Listed entries

● ● ● ●

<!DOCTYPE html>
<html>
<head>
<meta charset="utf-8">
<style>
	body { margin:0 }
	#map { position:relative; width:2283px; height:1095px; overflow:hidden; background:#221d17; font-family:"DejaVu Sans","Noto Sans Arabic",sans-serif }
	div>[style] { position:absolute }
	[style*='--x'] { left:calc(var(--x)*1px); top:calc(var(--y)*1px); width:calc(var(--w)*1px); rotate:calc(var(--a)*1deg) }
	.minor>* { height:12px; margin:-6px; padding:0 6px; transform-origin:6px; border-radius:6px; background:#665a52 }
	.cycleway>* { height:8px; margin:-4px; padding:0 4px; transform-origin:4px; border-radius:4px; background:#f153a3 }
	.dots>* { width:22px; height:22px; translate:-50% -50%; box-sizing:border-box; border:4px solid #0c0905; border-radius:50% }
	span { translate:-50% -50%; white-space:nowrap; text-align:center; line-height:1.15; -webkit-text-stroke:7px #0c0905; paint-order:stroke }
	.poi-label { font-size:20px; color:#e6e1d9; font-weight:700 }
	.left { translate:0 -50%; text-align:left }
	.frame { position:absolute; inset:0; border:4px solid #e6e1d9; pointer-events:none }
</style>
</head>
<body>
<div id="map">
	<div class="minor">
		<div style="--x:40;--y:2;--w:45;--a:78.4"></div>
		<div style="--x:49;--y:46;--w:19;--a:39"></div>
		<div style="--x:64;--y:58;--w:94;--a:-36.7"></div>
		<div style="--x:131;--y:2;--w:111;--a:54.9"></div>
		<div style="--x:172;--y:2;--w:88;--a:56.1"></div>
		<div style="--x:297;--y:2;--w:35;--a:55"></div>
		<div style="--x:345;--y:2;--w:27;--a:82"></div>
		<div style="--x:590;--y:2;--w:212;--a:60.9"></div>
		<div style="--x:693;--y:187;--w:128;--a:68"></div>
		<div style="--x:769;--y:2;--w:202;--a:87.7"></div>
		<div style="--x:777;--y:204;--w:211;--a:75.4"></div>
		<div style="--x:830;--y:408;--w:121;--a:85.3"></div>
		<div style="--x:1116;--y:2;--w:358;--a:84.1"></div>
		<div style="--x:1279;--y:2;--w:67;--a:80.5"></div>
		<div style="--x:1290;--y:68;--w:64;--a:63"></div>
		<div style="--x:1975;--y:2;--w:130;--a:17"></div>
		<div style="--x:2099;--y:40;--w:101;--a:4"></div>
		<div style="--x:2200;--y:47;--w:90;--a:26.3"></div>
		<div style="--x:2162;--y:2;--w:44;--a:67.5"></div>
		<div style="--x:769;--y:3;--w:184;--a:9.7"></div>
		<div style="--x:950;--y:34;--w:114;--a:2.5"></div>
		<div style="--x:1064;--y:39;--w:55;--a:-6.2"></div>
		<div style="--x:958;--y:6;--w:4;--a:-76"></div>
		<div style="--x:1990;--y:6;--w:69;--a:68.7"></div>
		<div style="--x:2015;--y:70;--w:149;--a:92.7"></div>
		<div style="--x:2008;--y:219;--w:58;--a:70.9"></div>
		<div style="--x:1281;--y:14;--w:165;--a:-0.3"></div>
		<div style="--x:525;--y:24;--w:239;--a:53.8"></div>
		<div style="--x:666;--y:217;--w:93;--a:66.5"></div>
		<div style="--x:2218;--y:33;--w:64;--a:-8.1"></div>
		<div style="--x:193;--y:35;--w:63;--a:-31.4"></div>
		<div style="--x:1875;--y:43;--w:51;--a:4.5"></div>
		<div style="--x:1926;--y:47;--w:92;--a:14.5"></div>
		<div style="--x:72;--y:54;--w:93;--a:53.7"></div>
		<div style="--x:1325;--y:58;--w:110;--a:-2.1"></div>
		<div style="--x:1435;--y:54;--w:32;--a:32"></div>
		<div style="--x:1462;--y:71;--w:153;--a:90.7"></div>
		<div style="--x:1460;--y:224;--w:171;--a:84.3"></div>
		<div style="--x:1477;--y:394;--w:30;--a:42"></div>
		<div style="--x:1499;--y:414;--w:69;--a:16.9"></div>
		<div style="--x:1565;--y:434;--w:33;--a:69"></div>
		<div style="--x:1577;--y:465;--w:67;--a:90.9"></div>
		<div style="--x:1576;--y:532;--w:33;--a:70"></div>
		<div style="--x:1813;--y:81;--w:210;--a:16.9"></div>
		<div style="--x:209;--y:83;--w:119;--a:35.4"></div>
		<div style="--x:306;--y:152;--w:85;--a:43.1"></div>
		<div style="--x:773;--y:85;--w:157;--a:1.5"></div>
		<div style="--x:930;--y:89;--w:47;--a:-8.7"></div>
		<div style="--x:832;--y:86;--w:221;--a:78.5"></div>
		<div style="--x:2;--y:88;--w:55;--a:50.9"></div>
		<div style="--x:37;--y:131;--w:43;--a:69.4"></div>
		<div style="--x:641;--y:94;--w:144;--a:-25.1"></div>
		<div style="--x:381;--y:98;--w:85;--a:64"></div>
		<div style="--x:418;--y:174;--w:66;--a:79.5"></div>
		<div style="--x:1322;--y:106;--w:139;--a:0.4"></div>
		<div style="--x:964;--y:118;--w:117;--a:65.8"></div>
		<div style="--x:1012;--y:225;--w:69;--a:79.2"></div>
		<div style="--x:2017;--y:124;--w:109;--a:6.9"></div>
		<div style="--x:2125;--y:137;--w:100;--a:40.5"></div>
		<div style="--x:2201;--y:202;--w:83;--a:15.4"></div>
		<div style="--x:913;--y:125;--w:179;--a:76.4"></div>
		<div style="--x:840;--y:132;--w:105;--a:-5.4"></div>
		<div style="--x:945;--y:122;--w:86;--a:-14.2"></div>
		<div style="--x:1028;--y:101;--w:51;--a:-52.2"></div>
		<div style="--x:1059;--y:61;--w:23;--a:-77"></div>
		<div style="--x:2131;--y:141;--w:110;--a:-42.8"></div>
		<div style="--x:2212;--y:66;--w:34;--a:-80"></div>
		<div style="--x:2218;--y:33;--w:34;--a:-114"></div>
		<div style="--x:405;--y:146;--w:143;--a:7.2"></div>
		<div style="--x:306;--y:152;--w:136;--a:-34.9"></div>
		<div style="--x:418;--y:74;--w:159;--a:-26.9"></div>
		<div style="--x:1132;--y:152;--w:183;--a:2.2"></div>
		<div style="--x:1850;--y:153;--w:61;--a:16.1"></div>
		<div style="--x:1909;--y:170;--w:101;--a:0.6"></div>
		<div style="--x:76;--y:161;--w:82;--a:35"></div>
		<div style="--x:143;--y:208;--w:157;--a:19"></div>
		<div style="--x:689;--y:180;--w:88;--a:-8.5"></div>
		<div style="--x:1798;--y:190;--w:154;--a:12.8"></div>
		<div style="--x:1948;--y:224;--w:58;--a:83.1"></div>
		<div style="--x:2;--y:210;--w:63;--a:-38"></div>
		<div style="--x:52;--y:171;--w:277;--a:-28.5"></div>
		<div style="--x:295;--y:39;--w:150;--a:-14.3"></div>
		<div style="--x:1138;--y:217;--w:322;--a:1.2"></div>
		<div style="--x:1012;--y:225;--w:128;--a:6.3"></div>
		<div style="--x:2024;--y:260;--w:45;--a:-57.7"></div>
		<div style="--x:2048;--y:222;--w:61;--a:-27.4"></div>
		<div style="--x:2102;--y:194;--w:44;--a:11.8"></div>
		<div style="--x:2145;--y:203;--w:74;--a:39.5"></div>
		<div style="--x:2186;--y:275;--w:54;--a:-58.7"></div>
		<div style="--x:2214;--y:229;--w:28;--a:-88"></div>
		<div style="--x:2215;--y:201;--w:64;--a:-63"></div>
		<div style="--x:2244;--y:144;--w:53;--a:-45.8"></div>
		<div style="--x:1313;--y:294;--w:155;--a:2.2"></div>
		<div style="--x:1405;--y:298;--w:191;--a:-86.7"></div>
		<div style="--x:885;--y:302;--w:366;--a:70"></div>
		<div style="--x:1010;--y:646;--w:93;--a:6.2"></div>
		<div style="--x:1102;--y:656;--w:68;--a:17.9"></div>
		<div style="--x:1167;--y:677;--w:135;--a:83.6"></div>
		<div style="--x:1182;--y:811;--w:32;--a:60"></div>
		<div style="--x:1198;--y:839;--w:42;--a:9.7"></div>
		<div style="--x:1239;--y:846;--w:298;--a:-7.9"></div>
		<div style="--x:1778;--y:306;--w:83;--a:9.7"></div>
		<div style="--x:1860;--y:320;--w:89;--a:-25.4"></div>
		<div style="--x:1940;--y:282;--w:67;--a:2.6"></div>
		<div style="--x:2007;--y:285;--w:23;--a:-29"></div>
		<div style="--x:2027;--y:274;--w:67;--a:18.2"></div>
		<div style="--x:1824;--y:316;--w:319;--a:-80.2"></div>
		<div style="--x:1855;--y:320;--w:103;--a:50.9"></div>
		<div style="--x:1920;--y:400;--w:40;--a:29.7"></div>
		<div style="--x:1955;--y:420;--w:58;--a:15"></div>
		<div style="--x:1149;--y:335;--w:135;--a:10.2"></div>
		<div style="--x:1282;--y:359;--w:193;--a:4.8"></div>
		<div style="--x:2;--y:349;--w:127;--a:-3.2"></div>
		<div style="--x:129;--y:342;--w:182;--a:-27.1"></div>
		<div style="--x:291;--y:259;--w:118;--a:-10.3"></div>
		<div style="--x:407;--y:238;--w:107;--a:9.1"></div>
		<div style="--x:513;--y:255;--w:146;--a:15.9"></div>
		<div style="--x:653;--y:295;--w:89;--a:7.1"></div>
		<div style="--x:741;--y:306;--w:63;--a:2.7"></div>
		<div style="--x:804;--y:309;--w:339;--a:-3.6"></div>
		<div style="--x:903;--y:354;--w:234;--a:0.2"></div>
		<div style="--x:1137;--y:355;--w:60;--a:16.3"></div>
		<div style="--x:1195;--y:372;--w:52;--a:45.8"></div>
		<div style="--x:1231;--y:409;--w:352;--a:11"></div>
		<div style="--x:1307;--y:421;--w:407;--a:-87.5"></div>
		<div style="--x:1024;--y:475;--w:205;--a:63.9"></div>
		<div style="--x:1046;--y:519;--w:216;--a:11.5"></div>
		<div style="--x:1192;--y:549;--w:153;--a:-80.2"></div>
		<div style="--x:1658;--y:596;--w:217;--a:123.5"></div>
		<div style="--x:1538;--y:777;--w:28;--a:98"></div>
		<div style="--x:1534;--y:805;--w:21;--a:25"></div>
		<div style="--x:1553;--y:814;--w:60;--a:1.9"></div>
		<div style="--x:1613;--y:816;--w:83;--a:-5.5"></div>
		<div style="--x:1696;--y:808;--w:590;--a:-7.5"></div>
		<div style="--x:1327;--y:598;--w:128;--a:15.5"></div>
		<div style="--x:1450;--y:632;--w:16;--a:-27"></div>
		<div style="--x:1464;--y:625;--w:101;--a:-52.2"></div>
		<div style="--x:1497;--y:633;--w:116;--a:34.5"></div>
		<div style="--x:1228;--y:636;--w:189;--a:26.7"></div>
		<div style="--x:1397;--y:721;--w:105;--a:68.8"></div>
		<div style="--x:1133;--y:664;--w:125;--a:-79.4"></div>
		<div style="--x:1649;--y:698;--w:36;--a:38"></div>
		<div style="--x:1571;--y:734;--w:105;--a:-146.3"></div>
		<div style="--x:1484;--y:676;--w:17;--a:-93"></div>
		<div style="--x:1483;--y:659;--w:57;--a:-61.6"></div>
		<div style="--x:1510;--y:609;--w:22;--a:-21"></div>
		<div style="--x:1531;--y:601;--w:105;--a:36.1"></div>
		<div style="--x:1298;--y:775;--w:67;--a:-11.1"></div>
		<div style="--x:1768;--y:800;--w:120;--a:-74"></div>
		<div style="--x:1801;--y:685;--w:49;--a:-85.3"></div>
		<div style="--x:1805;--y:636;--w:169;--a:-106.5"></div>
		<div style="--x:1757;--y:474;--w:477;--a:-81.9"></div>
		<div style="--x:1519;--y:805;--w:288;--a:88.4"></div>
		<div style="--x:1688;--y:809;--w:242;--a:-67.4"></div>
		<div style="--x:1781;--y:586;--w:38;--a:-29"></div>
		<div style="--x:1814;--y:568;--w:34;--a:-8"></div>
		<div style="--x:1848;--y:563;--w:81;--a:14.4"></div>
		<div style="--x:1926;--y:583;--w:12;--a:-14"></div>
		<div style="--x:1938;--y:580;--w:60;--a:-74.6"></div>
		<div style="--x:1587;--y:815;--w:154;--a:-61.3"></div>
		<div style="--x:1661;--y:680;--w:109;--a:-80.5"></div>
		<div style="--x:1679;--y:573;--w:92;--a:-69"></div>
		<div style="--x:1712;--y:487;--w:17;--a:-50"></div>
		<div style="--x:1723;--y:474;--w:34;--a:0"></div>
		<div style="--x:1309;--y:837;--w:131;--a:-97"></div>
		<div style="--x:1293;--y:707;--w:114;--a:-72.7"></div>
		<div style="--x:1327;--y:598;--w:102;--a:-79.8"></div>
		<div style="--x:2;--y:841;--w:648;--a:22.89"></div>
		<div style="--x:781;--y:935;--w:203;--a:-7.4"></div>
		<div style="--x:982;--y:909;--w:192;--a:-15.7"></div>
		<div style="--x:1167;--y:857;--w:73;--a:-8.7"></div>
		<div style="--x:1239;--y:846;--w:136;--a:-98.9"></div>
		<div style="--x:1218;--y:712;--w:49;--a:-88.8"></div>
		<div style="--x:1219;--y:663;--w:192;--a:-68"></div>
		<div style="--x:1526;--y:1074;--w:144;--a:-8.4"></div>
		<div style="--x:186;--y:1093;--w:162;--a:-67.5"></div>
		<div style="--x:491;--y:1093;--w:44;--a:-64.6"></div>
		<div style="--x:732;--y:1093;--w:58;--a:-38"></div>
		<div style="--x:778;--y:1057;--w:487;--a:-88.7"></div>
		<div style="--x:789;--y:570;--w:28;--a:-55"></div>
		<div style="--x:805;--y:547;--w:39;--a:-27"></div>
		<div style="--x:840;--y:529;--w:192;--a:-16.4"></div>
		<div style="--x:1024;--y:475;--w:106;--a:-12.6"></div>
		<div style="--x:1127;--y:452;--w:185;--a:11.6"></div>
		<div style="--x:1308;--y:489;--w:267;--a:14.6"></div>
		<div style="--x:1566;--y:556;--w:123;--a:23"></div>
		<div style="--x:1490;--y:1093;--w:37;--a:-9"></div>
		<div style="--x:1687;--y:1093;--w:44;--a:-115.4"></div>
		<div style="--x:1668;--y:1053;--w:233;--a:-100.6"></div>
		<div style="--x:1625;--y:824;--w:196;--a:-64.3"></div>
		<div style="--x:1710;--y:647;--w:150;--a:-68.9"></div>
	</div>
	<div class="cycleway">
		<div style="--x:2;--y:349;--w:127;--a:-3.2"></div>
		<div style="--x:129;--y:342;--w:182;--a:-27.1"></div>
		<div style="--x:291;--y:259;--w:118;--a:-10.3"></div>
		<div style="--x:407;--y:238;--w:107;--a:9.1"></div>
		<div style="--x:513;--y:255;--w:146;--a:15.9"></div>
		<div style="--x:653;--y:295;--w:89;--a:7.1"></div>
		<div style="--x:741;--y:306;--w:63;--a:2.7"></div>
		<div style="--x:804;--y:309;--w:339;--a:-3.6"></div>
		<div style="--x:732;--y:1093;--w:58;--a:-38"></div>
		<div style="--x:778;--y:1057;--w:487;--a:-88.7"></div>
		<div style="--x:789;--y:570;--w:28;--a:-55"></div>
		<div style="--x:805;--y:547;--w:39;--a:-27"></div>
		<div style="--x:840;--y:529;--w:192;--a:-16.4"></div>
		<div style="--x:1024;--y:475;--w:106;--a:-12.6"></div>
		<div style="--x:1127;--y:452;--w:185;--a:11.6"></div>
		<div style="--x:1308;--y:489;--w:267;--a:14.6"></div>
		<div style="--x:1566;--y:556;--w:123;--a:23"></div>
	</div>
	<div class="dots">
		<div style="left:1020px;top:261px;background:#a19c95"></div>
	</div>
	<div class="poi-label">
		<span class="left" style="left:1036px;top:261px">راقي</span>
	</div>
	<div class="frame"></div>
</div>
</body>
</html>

● ● ● ●

Your task is to copy each line of the material that contains the word "label".

	.poi-label { font-size:20px; color:#e6e1d9; font-weight:700 }
	<div class="poi-label">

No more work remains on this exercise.